Orchestration involves taking a given arrangement and assigning it in parts to different instruments, usually in the form of a written score. An arranger may employ an orchestrator.

It is vital to gain a basic working knowledge of the instruments you are writing for. This includes their ranges of pitch and dynamics. Many instruments produce a tone that varies depending on the pitch; for example the flute is quite weak in its lower register and in a normal acoustic environment would not be able to compete with louder instruments. Some instruments are transposing instruments; i.e. the pitch that sounds is not in the same key or octave as the written notation. Scores can be written these days with transposing instruments either notated in concert pitch (non transposed) or in their own key.

UK Composer Organisations & Resources

Musicians Union Contracts, negotiation, good advice. It’s worth joining the Music Writers Section
Showcase Comprehensive music industry guide
Songlink Record companies and publishers looking for songwriters
PCAM Producers and Composers of Applied Music – advice, contracts, news-sheet and meetings with canapes
BACS British Academy of Composers and Songwriters
PRS/MCPS Royalty Collection Societies

The Elements of Music

These may seem very elementary (no pun intended) however I find they can be very useful to think about just to focus your mind at those time when you don’t feel as inspired as you think you should do. Just step back and think about what music actually is. Music is the organisation of sound into melody (pitch) and rhythm (time). This is the basic structure on which a composer (or orchestrator) will add further elements including harmony,timbre and dynamics.

Composition (on its most basic level of writing a good tune) will often involve only the rhythm and melody, however in western tonal music the melody usually implies the harmony. Exceptions to this include a lot of pop/dance or rap music of the last two decades.
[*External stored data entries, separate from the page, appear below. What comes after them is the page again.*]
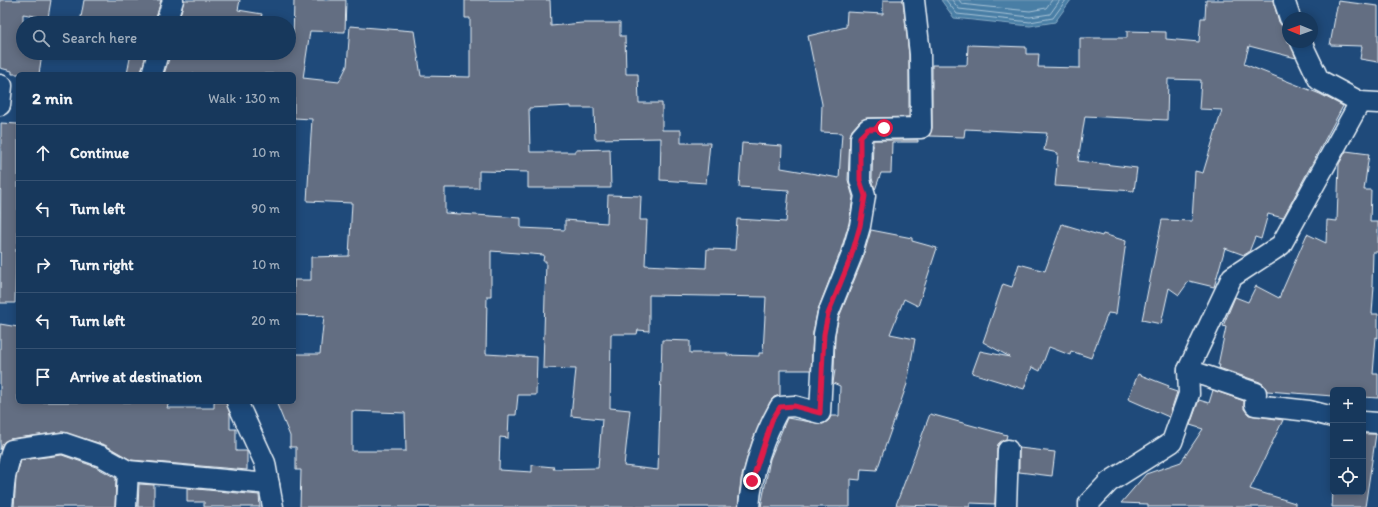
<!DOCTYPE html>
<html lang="en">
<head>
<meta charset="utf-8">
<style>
  body { margin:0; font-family:Itim,sans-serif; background:#244365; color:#f1f3f6 }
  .controls { position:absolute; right:12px; bottom:12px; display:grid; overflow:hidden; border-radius:6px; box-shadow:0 2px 10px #0003 }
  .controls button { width:36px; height:36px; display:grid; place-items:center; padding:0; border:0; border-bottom:1px solid #365272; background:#17385c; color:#f1f3f6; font:20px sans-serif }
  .compass { position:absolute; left:1282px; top:12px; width:36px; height:36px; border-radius:50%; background:#17385c; box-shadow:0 2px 10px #0003; rotate:271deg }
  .stop { position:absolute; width:12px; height:12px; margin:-9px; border:3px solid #e11d48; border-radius:50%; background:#fff }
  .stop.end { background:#e11d48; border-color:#fff; box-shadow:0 1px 4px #0008 }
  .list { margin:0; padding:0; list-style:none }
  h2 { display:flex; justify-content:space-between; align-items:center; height:52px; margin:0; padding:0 16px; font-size:17px }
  h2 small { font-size:13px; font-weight:400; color:#9eacbb }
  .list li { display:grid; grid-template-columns:26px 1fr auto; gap:12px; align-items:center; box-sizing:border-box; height:56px; padding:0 16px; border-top:1px solid #365272 }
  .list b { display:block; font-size:15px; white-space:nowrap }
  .list em { font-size:13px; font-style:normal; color:#9eacbb }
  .icon { flex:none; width:22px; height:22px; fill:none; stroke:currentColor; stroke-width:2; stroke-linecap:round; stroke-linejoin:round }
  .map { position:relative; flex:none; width:1378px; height:507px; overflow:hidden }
  .search { position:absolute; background:#17385c; box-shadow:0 2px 10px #0003; left:16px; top:16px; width:280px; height:44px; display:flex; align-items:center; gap:10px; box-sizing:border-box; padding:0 14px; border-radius:22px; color:#9eacbb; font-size:15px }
  .panel { position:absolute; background:#17385c; box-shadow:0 2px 10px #0003; left:16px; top:72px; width:280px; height:332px; border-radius:6px }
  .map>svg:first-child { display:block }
  .water { fill:#487ea5; stroke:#88acc6 }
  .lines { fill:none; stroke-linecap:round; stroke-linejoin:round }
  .shore { stroke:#a8c3d7; stroke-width:1 }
  .building { fill:#636e82; stroke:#e8f1f8; fill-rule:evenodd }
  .street-casing { stroke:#e8f1f8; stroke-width:23 }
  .street { stroke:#1f4a7a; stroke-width:20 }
  .route { stroke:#e11d48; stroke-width:5 }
</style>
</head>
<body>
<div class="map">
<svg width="1378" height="507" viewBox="0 0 1378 507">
  <rect width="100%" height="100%" fill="#1f4a7a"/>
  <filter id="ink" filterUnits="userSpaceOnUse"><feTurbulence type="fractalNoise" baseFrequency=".025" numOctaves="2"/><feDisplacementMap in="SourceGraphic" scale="8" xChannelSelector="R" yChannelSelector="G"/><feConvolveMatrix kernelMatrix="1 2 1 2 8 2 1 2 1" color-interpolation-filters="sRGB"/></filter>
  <g filter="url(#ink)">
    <path class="water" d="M941 0H1071L1055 22 1030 26 954 18Z"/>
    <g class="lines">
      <g class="shore">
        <path d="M946 0 957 14 1030 22 1053 18 1066 0"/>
        <path d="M952 0 959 9 1030 17 1050 14 1060 0"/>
        <path d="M959 0 962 4 978 6 1030 11 1046 8 1052 0"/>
      </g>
    </g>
    <g class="building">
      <path d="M0 0H51L48 18 23 14V53H42L39 74H12V71L0 68Z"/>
      <path d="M84 0H161L155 23H80Z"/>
      <path d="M184 0H240L238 10 262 14 260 23H178Z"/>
      <path d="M294 0H346L345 32 310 31 303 78 339 82 347 66 350 26 414 31 421 76 470 77V18H465V0H550L551 26 582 23H620V36H625L626 74H638L639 103H662V130H681V143H710L706 183 660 180 661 138 595 139 594 108H571V106L529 108 530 152H575V150L610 149 611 188H528V172L479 171V188H445V213L521 218V228L565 230V220L607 223 608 195 641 196 640 220H647L645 265 706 268 707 249 735 250 737 219 786 222 789 190 739 187 742 143 782 146 781 168 839 178 842 133 821 132 822 104 808 36 846 27 847 12 883 14V0H903L909 55V117L867 118 860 121 852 130 850 137 848 180 853 197 849 223 840 253 817 312 813 333 811 370H780V395L774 397 770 402 753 439 741 479 738 507H300L301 470H296V447H290V436L276 402H294V354H320L324 316 294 315V280H311V257L349 256 352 203 307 201 312 119 294 118V74H164L171 53H289V42H293ZM491 251 544 255 543 261H546L543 368 576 369 571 416 602 419 598 468 553 469 554 467 532 465V472L499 470 500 437 508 438 509 415H516L518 395H536L537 357 486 354 487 296H491ZM649 295 766 297 763 353H759V356L727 355V353H690V341L662 340 658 470 624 466 630 410 610 408 611 334H637L638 330 649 331ZM352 411 405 413 406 451H352Z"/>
      <path d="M1206 0H1273L1279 22 1283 27 1288 29V42H1290L1296 58 1249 46 1244 64 1320 94 1343 106 1283 218 1268 214 1261 239 1255 237 1249 252 1244 255 1225 248 1214 287 1189 281 1179 295 1169 288 1161 324 1142 320 1162 220 1192 221 1195 171 1203 173 1222 110 1199 109 1201 80 1168 79 1167 120 1085 116 1078 161 1137 168 1134 191 1055 186 1058 153 1044 150 1047 133 965 129 964 137 929 136 932 128V65H967L968 45 1026 47V54H1039L1038 67 1080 68V38H1127V31L1166 32V39L1199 42 1201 18H1205Z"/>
      <path d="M1338 1 1378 6V62L1360 59 1362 46 1330 45Z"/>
      <path d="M131 53 146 55 141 74H127Z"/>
      <path d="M1 123 18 124V249H16L15 303H0Z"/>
      <path d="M873 140H918V142H892L891 173H881L875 190 872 178Z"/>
      <path d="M1346 151 1369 154 1364 190H1371L1370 222H1378V252H1373L1372 286H1374L1372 314H1378V338L1376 337 1373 374H1378V398L1363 397V390H1333V396L1267 391 1264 385 1260 382 1219 368 1220 365H1218L1226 327 1223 326 1235 297 1248 302 1256 286 1279 298 1307 234 1326 243 1327 220 1337 221 1339 164Z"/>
      <path d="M1062 224 1102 236 1103 234 1126 241 1116 314 1108 313 1091 358 1071 351 1070 355 1049 347 1040 371 1032 367 1024 389 972 373 980 351 1010 357 983 342 1003 284 1012 287 1019 264 1045 271Z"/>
      <path d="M871 230 912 238V241L937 248 918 306 904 299 890 334 915 339 907 384 877 470 861 469 860 480 850 479V507H761L770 459 787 418 823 424 829 420 831 416H839L840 386 833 383 835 370H834L835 335 839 317 862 261Z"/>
      <path d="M0 324 18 327V402H169L167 408H214V402H226L230 414V429H236V451H247V470L131 460 105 445 62 432 10 439 4 442 0 450Z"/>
      <path d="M1138 374 1169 386 1168 389 1177 392 1169 417 1128 399Z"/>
      <path d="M1213 390 1244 401V409L1249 415 1283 420 1250 489 1295 503V507H1148V504L1121 503 1146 474 1181 462 1203 429 1190 425 1199 400 1209 403Z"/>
      <path d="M930 414 1007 435 1006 439 998 444 997 449 995 504 970 503V507L896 505Z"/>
      <path d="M1363 434H1376L1365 507H1332L1333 492H1363Z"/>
      <path d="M1019 448 1055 452 1052 476 1019 472Z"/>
      <path d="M62 455 96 467 116 478 115 507H14L16 478 21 460Z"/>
      <path d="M139 484 154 485V507H138Z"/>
      <path d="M187 488 259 495 260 507H204V502H187Z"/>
    </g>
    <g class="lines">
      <g class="street-casing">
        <g id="street">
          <path d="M1284 0 1290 18"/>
          <path d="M166 23 173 0"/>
          <path d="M1301 42 1319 80 1360 102"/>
          <path d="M152 74 158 53"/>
          <path d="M0 85 2 86 0 105"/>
          <path d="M1188 370 1256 393 1255 405 1309 411 1333 417"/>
          <path d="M237 402 265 463 273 507"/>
          <path d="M1363 422 1378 423"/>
          <path d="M0 476H5L12 450 63 443 101 456 128 471 269 484"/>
          <path d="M2 507 5 476"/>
          <path d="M126 507 128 471"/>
          <path d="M749 507C752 473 763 437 780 407L794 406 820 413 824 334 828 314 851 257 860 226 865 196 860 180 861 137 868 129 921 128 920 54 914 0"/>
          <path d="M1006 507 1008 450"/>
          <path d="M1089 507V503L1109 482 1172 442 1189 394 1188 370 1232 277 1281 245 1360 102 1378 103"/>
        </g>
      </g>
      <use href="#street" class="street"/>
    </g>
  </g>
  <g class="lines" filter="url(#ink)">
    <path class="route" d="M752 481 772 420 780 407 794 406 820 413 824 334 828 314 851 257 860 226 865 196 860 180V137L868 129 884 128"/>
  </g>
</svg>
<div class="controls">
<button>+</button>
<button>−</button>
<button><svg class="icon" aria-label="locate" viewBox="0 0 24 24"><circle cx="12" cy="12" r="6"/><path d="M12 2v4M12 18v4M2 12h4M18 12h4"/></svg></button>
</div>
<svg class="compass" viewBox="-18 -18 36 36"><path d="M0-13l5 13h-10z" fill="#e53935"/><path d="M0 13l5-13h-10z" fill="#9eacbb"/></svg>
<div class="stop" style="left:884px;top:128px"></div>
<div class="stop end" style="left:752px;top:481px"></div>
<div class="search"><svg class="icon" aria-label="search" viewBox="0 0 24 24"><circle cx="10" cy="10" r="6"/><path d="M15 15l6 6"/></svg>Search here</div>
<section class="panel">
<h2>2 min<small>Walk · 130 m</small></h2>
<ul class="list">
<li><svg class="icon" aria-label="ahead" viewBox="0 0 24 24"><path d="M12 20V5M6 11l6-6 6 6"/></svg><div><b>Continue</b></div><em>10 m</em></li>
<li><svg class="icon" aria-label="left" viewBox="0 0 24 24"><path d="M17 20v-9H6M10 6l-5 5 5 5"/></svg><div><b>Turn left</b></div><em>90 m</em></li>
<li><svg class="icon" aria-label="right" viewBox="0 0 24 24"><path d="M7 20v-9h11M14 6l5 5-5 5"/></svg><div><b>Turn right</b></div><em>10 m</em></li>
<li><svg class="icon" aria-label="left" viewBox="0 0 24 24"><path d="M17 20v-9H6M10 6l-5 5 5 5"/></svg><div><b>Turn left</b></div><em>20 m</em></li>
<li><svg class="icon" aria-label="arrive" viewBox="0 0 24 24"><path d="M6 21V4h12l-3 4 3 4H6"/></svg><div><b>Arrive at destination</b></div></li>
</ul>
</section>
</div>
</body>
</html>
Traditionally a composer or composer/lyricist team wrote the basic tune (melody and rhythm) and words along with any further orchestrational development, or else would get a dedicated orchestrator to do the latter.

In vocal music either the words (lyric) or the music could be written first, or both at the same time.
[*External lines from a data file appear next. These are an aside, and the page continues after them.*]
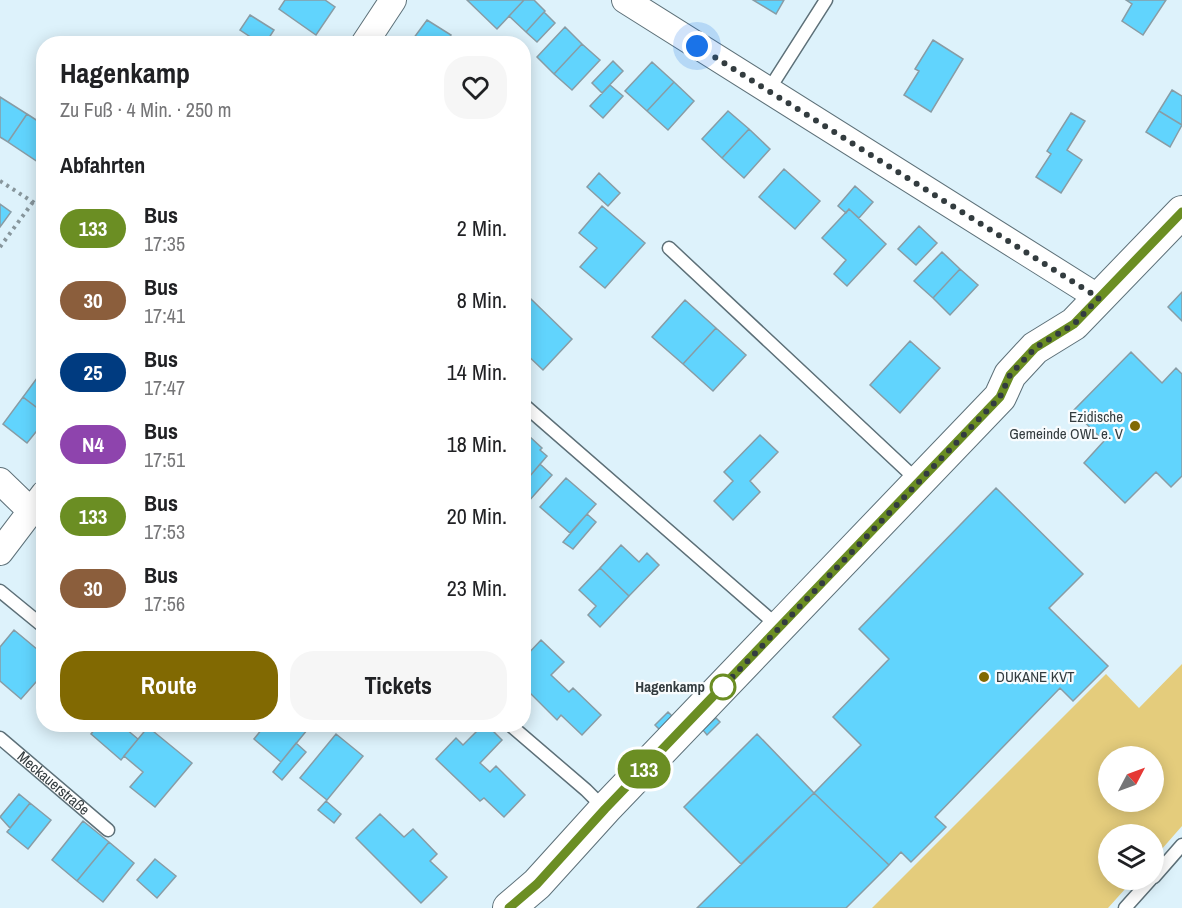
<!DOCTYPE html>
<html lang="de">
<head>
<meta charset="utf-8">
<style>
	body { margin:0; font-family:"Archivo Narrow",sans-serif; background:#f6f6f6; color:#202124; height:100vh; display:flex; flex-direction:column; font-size:22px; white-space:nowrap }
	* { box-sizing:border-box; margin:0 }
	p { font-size:20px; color:#757577 }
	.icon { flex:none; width:33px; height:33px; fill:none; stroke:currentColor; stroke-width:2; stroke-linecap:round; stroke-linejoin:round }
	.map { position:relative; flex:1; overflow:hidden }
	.sheet { position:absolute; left:36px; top:36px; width:495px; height:696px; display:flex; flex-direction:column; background:#fff; border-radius:24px; box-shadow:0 3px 15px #0003 }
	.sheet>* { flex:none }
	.badge { padding:0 12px; border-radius:20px; font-size:21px; line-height:39px }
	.needle { width:39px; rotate:49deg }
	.controls { position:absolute; left:1098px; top:746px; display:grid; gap:12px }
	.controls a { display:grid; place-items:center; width:66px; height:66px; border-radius:50%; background:#fff; box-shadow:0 3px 15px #0003; font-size:30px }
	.you { position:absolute; width:30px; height:30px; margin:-15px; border:4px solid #fff; border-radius:50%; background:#1a73e8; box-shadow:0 0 0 9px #1a73e833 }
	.map>.badge { position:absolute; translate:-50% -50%; box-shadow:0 0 0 3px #fff }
	h2 { padding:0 24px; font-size:22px; line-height:54px }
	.round { display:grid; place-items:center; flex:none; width:63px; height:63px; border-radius:24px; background:#f6f6f6 }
	.head { display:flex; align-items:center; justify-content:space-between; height:102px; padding:0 24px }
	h1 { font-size:28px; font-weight:800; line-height:45px }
	.primary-button { display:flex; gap:12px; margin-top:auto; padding:12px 24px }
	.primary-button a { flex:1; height:69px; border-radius:24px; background:#816902; color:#fff; font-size:24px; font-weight:800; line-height:69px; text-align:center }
	.primary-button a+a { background:#f6f6f6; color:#202124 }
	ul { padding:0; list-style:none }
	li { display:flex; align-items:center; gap:18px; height:72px; padding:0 24px }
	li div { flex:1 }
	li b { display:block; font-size:22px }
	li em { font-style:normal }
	li .badge { min-width:66px; font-weight:700; text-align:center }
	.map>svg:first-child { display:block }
	.green { fill:#e4cc7c; fill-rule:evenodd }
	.building { fill:#61d4fd; stroke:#889ca5; stroke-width:1.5 }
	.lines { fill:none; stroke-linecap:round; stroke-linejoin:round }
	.service-casing { stroke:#5d7078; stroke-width:15 }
	.minor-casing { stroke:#5d7078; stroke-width:28 }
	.tertiary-casing { stroke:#5d7078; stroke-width:34 }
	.path { stroke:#87969c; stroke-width:4; stroke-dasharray:3 4.5; stroke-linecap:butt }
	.service { stroke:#fff; stroke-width:12 }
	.minor { stroke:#fff; stroke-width:26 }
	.tertiary { stroke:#fff; stroke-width:32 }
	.line-casing { stroke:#fff; stroke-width:14 }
	.line { stroke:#6b8e23; stroke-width:9 }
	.walk { stroke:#333c3f; stroke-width:6; stroke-dasharray:0 10.8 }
	.poi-dot { fill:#816902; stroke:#f8fcfe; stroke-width:2 }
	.stop-dot { fill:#fff; stroke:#6b8e23; stroke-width:3 }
	.labels { text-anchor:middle; stroke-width:4.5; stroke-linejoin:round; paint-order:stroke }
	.poi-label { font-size:15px; fill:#333c3f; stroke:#f8fcfe; text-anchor:end }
	.stop-label { font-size:15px; font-weight:bold; fill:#333c3f; stroke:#f8fcfe; text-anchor:end }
	.street-label { font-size:15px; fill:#333c3f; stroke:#f8fcfe }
</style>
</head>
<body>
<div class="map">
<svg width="1182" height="908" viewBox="0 0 1182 908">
	<rect width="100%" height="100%" fill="#ddf2fb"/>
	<path class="green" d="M1182,664V826L1154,858V834H1108V879H1134L1108,908H872L1106,674L1139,708ZM1108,756H1154V801H1108Z"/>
	<path class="building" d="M285,0H325L335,7L316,35L279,9Z
		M467,0H524L497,29Z
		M524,0H534L545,11L526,32L509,16Z
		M753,0H784L776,14Z
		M1126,0H1166L1143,35L1122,21L1132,4Z
		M544,12L555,23L537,42L526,32Z
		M250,15L274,30L265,44H261L240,30Z
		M427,20L451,35L445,44H420L413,39Z
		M565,27L582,44L554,74L537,57Z
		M933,40L963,59L931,112L904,95L919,71L915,69Z
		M582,44L600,60L572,90L554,74Z
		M613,61L623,71L602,93L592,83Z
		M652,62L674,82L647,111L625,91Z
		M674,82L694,101L668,130L647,111Z
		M610,85L623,96L603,118L590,106Z
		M1172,90L1182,96V125L1159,111Z
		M0,97L27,114L8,142L0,137Z
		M728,111L749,129L722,158L702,139Z
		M1159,111L1182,125L1170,147L1146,132Z
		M1071,113L1085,121L1067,150L1082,160L1061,193L1036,177L1051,154L1047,151Z
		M27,114L44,125V161L41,164L8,142Z
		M749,129L770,149L744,178L722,158Z
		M784,169L820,201L795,229L759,197Z
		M599,173L620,193L608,206L587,187Z
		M855,186L873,202L859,218L849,209L846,213L838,206Z
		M0,204L11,212L0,227Z
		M602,206L645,243L605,288L580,267L597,248L579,233Z
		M849,209L886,244L847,286L834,274L846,260L822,238Z
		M919,226L937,243L916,265L898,249Z
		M942,252L960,269L933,298L914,281Z
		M960,269L978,285L950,315L933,298Z
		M1182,292V321L1168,307Z
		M531,299L572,339L543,370L524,352V307Z
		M685,300L716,328L683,364L652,337Z
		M716,328L746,355L713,391L683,364Z
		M910,341L940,368L900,413L870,385Z
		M1131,352L1162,383L1176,368L1182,374V476L1171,487L1156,472L1125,503L1084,463L1104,441L1073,411Z
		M43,370H44V413L23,397Z
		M23,397L44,413V422L27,443L3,424Z
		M524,435L527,438L529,436L542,448L540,450L547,456L524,483Z
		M760,435L778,452L750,481L760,492L733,520L714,501L733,481L724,472Z
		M540,464L552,475L528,502L524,498V483Z
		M566,478L596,504L570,533L540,507Z
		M996,488L1083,574L1049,608L1108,666L1073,701L1060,688L935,817L946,827L911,862L901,852L889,865L814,793L861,745L833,717L889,659L859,629Z
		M587,514L596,522L573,549L563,542Z
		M621,545L639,562L647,553L659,565L629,596L600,568Z
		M600,568L629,596L600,627L588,615L596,606L579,590Z
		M14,630L44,655V673L21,699L0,681V647Z
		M541,640L564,662L551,675L569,692L573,688L601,715L582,735L561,715L557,720L524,687V658Z
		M668,712L673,717L660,730L655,725Z
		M716,718L720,722L707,735L703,730Z
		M99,724H120L138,739L121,760L91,734Z
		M266,724H312L281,762L254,739Z
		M472,724H486L502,740L480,763L490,772L496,766L525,795L504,817L484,798L480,801L436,759L456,738L463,745L478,730Z
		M148,727L192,763L155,807L130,787L143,772L124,756Z
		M336,734L363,756L327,800L300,778Z
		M757,734L814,793L741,864L684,807Z
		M296,743L306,752L282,780L273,772Z
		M814,793L889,865L846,908H697Z
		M19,794L30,803L10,828L0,817Z
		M326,801L341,814L334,823L318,810Z
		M30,803L51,820L28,849L7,832Z
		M380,814L404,837L413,829L437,854L430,861L447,877L421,903L356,838Z
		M83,821L109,842L77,881L52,860Z
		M109,842L134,863L103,902L77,881Z
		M155,859L176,876L157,898L137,880Z"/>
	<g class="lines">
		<defs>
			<g id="service">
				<path d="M768,91L826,0"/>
				<path d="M669,248L918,481"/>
				<path d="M524,405L779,627"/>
				<path d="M0,591L44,627"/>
				<path d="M509,724L586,790L605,809"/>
				<path id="s1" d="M0,738L108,830"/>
				<path d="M1154,877L1182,845"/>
				<path d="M1125,908L1151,879"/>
			</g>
			<path id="minor" d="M625,0L1099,298
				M364,44L393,0
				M0,481L31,511
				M0,552L44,494"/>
			<path id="tertiary" d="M509,908L537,884L605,809L1000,397L1010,375L1035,348L1074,324L1182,212"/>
		</defs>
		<use href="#service" class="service-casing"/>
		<use href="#minor" class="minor-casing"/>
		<use href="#tertiary" class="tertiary-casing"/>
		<path class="path" d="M0,181L33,202L44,211
			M0,247L33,202"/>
		<use href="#service" class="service"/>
		<use href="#minor" class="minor"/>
		<use href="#tertiary" class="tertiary"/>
	</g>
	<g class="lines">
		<defs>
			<path id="line" d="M509,908L537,884L605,809L1000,397L1010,375L1035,348L1074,324L1182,212"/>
		</defs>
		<use href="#line" class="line-casing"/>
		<use href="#line" class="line"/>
		<path class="walk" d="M697,46L1099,298L1074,324L1035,348L1010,375L1000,397L720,690L723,687"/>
	</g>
	<g class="poi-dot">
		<circle cx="1135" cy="426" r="6"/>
		<circle cx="984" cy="677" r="6"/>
	</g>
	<circle class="stop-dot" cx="723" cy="687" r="12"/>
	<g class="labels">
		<g class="poi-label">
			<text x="1123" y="422">Ezidische<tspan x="1123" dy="17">Gemeinde OWL e. V</tspan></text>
			<text x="996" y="682" text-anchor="start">DUKANE KVT</text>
		</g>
		<g class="stop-label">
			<text x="705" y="692">Hagenkamp</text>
		</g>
		<g class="street-label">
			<text dy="5" stroke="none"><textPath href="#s1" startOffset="70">Meckauerstraße</textPath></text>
		</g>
	</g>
</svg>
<div class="controls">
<a><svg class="needle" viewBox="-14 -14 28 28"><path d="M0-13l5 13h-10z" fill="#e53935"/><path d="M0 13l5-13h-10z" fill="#757577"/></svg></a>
<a><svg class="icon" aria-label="layers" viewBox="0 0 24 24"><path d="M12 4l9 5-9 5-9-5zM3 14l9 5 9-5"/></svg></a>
</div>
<div class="you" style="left:697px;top:46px"></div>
<b class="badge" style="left:644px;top:769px;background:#6b8e23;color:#fff">133</b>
<section class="sheet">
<div class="head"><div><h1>Hagenkamp</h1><p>Zu Fuß · 4 Min. · 250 m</p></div><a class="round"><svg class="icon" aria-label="heart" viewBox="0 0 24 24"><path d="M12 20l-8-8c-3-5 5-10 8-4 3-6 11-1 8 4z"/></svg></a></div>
<h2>Abfahrten</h2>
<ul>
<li><span class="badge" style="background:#6b8e23;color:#fff">133</span><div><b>Bus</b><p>17:35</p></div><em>2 Min.</em></li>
<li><span class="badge" style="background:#8b5e3c;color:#fff">30</span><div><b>Bus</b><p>17:41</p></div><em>8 Min.</em></li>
<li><span class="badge" style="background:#003b80;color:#fff">25</span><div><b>Bus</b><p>17:47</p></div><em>14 Min.</em></li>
<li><span class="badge" style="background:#8e44ad;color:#fff">N4</span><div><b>Bus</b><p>17:51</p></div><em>18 Min.</em></li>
<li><span class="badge" style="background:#6b8e23;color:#fff">133</span><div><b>Bus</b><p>17:53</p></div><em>20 Min.</em></li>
<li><span class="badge" style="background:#8b5e3c;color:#fff">30</span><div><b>Bus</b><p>17:56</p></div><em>23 Min.</em></li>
</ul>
<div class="primary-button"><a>Route</a><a>Tickets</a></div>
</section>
</div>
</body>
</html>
Most forms of pop and jazz music combine all the above elements. The basic melody usually consists of notes of different pitches (even rapping often varies the pitch and intonation) which are organised in time (rhythm). This is usually arranged against a backing provided by a rhythm section which can consist either of musicians or a programmed track (typically drums/percussion – bass –piano/guitar). This backing often contains a complex rhythmic and melodic counterpoint to the main melody, which can be divided into three main areas:

Bass drum patterns Evolved from early forms of dance music and jazz where bass (and/or bass drum) plays on beats 1 and 3. Often synchronised with bass instruments
Snare drum patterns Evolved from early forms of jazz where snare (and/or R.H of piano) plays on beats 2 and 4 (backbeat) Often synchronised with guitar or keyboard
Cymbal patterns Subdivisions of beat, eg 8 or 16 Often synchronised with guitar or keyboard

In addition the harmonic changes can form a rhythm, ie the position and duration of harmonic changes can imply a strong rhythm, especially if a recurring pattern is implied.